Records for the exercise.
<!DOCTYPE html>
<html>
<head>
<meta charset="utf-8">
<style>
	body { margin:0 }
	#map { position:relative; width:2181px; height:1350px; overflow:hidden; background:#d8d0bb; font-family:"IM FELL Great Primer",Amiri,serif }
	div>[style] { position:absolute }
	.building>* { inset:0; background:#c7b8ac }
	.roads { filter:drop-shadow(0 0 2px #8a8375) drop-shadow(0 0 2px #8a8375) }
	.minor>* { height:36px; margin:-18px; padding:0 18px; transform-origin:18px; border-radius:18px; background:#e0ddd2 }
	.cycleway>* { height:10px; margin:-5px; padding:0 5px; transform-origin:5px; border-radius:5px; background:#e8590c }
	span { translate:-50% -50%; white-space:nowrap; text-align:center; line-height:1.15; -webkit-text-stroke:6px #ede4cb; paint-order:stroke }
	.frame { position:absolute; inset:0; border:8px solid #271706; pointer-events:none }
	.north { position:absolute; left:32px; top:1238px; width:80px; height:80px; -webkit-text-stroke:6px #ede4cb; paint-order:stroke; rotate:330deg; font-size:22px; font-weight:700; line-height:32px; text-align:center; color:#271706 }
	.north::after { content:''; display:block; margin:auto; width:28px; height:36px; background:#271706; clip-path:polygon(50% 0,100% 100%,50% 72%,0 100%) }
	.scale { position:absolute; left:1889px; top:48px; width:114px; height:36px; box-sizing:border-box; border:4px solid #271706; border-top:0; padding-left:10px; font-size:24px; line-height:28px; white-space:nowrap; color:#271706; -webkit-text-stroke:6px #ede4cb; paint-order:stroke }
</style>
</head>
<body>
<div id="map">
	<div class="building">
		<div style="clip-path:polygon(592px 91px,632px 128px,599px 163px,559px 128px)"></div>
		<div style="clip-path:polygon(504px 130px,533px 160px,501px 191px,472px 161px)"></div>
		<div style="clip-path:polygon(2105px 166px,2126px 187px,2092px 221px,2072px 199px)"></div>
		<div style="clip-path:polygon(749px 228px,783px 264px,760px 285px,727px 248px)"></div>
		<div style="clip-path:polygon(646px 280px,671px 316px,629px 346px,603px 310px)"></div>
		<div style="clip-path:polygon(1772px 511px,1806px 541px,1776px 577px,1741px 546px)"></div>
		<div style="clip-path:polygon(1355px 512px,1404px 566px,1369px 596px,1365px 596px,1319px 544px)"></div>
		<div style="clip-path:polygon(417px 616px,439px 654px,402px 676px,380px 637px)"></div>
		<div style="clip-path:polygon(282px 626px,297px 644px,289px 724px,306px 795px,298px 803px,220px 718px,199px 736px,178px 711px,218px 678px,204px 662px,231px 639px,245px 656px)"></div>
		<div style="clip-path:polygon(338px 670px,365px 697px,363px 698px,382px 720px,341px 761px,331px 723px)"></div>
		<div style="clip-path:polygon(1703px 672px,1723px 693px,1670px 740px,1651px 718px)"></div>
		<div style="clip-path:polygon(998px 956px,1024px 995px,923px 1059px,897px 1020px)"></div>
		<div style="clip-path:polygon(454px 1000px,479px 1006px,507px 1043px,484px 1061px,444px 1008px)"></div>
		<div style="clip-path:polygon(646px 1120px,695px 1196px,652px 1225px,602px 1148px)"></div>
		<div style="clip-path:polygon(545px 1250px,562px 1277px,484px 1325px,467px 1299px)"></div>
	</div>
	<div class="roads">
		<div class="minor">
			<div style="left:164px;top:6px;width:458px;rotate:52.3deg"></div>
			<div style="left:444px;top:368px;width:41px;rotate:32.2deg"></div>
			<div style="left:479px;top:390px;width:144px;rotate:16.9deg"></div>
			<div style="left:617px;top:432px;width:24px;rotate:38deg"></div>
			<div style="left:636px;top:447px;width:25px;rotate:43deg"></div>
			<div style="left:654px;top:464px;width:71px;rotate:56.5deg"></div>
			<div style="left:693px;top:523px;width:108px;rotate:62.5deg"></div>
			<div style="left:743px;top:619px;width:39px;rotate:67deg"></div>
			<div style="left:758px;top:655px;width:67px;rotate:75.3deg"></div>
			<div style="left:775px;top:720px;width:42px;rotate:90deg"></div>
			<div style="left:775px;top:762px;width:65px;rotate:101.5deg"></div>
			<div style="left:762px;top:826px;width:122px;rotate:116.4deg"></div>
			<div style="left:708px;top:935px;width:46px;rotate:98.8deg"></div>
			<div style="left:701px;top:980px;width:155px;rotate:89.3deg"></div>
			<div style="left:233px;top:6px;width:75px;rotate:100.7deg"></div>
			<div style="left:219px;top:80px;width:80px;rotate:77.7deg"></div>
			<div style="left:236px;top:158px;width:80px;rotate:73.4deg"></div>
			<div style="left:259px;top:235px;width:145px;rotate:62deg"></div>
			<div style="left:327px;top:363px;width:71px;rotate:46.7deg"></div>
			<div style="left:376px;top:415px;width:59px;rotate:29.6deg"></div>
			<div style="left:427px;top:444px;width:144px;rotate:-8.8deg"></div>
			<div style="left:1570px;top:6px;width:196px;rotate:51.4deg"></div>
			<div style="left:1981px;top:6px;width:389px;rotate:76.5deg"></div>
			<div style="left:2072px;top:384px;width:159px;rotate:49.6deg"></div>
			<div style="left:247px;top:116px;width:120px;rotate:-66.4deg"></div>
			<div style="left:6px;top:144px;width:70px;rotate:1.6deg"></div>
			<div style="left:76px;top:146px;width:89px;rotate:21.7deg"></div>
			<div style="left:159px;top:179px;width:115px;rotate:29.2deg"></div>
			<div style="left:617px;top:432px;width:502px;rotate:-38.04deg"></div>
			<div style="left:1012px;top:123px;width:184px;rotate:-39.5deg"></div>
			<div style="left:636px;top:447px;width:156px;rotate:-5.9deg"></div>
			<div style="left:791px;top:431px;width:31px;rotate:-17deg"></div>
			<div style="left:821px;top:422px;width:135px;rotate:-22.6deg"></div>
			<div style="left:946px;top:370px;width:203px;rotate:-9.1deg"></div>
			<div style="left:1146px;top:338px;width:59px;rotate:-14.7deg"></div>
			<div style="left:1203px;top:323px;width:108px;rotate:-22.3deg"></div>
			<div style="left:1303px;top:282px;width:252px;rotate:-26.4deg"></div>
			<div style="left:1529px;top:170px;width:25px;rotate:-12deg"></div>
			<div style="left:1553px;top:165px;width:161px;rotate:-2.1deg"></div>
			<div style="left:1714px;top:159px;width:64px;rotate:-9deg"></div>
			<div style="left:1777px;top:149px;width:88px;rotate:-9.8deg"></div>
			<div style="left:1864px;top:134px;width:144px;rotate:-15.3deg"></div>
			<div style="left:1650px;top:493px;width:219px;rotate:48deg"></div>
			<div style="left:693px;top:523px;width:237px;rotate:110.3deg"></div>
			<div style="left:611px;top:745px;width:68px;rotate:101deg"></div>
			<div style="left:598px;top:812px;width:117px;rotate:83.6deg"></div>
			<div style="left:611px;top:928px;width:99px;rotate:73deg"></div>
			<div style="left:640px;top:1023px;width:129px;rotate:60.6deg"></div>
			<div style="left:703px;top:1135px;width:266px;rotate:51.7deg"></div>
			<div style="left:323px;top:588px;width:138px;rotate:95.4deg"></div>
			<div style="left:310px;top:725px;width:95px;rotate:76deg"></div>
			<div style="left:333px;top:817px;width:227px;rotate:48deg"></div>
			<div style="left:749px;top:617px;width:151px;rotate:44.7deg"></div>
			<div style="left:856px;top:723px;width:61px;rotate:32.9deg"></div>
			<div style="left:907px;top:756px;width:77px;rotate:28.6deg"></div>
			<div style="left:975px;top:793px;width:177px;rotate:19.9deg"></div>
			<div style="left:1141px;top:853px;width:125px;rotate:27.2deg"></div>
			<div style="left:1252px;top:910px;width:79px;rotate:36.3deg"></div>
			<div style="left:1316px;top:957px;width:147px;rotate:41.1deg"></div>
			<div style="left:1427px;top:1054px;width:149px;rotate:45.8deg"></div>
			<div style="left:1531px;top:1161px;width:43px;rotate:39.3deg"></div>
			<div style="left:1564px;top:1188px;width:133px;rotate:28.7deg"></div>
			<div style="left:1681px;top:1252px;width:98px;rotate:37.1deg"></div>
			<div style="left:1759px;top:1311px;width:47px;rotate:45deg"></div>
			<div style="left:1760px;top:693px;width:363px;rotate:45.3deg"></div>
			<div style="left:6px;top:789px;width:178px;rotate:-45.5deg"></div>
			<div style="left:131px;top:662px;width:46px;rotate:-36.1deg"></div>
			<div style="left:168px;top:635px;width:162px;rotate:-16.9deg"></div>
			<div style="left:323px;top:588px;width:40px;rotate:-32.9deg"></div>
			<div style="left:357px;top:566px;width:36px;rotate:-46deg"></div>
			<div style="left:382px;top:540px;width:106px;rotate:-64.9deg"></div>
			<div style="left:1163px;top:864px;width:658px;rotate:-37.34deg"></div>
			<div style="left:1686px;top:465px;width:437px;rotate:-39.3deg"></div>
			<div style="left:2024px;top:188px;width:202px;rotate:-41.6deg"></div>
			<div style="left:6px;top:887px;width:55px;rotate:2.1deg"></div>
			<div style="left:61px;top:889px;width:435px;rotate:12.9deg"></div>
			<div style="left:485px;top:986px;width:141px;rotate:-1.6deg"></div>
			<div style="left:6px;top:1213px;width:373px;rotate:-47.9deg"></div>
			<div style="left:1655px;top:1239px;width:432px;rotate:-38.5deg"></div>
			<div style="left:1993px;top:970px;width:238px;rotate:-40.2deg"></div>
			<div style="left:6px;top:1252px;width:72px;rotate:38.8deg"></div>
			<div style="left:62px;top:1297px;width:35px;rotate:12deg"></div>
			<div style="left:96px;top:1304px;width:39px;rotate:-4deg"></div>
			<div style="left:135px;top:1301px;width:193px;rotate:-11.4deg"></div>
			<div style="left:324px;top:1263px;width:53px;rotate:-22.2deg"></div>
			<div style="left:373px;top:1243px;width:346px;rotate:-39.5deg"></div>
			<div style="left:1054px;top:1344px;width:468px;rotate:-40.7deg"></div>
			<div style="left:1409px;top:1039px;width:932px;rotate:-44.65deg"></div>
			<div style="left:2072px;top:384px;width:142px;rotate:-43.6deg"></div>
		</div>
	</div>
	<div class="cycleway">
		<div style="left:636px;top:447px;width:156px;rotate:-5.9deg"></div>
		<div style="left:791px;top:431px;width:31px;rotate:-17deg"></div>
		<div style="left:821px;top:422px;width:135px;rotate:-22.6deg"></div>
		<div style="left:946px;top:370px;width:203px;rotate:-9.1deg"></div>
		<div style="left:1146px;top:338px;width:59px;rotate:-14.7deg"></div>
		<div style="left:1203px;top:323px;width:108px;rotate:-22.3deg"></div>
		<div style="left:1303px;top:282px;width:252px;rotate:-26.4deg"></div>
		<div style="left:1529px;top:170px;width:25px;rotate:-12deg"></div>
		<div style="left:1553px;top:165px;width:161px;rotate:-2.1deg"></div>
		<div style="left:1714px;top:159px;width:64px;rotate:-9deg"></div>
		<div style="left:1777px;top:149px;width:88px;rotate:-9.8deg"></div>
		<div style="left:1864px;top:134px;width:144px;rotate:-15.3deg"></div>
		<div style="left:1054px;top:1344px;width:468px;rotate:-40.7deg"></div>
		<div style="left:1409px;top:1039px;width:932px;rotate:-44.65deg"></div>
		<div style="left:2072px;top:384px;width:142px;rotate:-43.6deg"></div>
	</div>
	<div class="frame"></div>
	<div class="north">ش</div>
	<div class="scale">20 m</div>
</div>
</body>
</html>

What you are asked to do. In the listing above, please copy exactly the lines from the first through the one that contains "position:absolute; left:32px; top:1238px;", and no others.

Task solution.
<!DOCTYPE html>
<html>
<head>
<meta charset="utf-8">
<style>
	body { margin:0 }
	#map { position:relative; width:2181px; height:1350px; overflow:hidden; background:#d8d0bb; font-family:"IM FELL Great Primer",Amiri,serif }
	div>[style] { position:absolute }
	.building>* { inset:0; background:#c7b8ac }
	.roads { filter:drop-shadow(0 0 2px #8a8375) drop-shadow(0 0 2px #8a8375) }
	.minor>* { height:36px; margin:-18px; padding:0 18px; transform-origin:18px; border-radius:18px; background:#e0ddd2 }
	.cycleway>* { height:10px; margin:-5px; padding:0 5px; transform-origin:5px; border-radius:5px; background:#e8590c }
	span { translate:-50% -50%; white-space:nowrap; text-align:center; line-height:1.15; -webkit-text-stroke:6px #ede4cb; paint-order:stroke }
	.frame { position:absolute; inset:0; border:8px solid #271706; pointer-events:none }
	.north { position:absolute; left:32px; top:1238px; width:80px; height:80px; -webkit-text-stroke:6px #ede4cb; paint-order:stroke; rotate:330deg; font-size:22px; font-weight:700; line-height:32px; text-align:center; color:#271706 }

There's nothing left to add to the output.